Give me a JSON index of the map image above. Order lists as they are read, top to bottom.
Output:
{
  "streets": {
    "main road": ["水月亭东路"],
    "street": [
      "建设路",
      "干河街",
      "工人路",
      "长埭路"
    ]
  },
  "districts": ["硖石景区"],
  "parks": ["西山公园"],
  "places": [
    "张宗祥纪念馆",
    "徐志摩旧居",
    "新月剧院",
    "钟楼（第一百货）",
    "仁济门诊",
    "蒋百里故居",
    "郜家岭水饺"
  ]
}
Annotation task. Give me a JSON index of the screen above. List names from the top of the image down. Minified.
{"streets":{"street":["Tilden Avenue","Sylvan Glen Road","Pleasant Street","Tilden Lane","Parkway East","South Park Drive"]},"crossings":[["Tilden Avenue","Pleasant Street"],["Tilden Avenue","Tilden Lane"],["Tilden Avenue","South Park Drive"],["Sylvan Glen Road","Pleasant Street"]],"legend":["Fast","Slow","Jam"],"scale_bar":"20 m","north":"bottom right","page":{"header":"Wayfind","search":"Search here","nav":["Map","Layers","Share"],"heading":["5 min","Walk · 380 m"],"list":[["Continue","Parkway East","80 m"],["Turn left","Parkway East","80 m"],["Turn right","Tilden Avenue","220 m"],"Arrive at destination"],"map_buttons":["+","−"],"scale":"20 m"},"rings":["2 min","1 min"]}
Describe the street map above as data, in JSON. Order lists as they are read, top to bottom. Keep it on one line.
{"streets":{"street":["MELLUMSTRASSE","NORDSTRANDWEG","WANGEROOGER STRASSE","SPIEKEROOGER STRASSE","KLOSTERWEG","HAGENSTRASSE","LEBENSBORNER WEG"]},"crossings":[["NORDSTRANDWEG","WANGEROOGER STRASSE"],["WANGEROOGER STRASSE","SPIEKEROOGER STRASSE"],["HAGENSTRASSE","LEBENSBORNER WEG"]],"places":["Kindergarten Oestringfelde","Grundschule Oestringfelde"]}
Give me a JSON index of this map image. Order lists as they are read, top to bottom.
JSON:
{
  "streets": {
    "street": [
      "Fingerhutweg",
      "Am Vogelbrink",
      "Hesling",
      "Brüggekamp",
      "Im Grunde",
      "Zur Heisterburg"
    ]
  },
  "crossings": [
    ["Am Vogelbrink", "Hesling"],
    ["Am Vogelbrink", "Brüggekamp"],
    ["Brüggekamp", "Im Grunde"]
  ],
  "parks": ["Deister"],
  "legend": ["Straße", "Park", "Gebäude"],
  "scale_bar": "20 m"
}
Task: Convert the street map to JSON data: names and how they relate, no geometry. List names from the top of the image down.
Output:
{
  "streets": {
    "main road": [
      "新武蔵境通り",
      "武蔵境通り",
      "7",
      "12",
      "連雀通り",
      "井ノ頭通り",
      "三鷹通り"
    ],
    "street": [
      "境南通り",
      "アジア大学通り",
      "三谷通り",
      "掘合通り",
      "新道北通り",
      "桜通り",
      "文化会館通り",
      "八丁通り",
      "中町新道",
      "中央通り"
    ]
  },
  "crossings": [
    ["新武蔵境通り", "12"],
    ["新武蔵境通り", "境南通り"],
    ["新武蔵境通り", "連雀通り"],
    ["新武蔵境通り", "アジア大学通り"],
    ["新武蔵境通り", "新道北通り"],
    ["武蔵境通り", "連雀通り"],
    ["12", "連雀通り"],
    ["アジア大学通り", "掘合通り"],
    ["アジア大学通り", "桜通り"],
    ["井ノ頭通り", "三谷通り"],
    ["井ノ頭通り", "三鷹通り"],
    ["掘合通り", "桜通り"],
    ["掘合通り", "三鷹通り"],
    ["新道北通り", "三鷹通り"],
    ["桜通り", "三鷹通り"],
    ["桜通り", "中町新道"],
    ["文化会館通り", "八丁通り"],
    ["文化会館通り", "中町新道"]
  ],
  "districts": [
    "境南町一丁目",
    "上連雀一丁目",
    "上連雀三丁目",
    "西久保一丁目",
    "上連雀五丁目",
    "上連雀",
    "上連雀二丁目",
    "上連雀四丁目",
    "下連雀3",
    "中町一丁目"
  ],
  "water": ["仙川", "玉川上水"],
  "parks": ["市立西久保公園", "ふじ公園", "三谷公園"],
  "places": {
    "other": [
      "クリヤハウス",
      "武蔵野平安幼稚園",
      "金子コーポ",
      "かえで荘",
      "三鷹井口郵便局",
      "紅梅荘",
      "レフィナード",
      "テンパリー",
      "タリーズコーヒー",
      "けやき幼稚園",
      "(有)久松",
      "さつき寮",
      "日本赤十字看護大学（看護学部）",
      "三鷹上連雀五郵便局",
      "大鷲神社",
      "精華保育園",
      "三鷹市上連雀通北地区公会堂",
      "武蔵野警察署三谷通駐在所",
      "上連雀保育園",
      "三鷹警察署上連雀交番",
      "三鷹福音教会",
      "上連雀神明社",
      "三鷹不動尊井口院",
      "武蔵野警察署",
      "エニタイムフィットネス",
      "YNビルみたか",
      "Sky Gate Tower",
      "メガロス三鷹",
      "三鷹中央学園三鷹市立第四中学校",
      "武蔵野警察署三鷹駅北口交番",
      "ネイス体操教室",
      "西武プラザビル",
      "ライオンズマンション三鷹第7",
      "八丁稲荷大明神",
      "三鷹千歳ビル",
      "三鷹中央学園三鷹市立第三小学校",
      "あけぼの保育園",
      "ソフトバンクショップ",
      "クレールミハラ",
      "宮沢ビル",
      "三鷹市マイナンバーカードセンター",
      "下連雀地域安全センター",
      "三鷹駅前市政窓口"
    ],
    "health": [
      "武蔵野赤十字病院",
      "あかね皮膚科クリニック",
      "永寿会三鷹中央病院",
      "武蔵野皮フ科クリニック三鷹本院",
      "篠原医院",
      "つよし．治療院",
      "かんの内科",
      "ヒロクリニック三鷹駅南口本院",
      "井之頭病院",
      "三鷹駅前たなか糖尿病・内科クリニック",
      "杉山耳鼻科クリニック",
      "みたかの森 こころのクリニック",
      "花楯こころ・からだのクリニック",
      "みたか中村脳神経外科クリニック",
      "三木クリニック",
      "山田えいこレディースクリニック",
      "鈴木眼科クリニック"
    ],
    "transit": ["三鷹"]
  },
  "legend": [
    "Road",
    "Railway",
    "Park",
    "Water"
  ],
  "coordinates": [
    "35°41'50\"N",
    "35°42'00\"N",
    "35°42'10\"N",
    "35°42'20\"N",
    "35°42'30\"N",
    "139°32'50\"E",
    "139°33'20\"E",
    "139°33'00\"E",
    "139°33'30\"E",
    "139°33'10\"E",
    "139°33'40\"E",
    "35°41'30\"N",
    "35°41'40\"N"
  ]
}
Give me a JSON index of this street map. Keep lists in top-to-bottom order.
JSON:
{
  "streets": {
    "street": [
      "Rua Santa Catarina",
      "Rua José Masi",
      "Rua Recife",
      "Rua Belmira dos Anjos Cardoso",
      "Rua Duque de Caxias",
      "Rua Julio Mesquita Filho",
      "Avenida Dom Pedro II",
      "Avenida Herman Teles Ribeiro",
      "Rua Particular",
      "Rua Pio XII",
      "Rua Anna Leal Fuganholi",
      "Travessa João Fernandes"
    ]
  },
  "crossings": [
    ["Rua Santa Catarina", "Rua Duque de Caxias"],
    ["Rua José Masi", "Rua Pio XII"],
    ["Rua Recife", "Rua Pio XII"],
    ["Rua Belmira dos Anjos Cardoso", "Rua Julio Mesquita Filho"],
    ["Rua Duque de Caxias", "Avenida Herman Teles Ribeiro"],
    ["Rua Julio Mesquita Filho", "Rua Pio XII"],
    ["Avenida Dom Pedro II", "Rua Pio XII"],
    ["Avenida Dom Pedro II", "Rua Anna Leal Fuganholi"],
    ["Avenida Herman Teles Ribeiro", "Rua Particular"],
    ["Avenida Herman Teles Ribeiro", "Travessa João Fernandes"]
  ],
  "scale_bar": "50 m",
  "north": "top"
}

▶ **ASSIGNMENT**
Copy all lines from the material that include "Mesquita".

▶ **TASK ANSWER**
      "Rua Julio Mesquita Filho",
    ["Rua Belmira dos Anjos Cardoso", "Rua Julio Mesquita Filho"],
    ["Rua Julio Mesquita Filho", "Rua Pio XII"],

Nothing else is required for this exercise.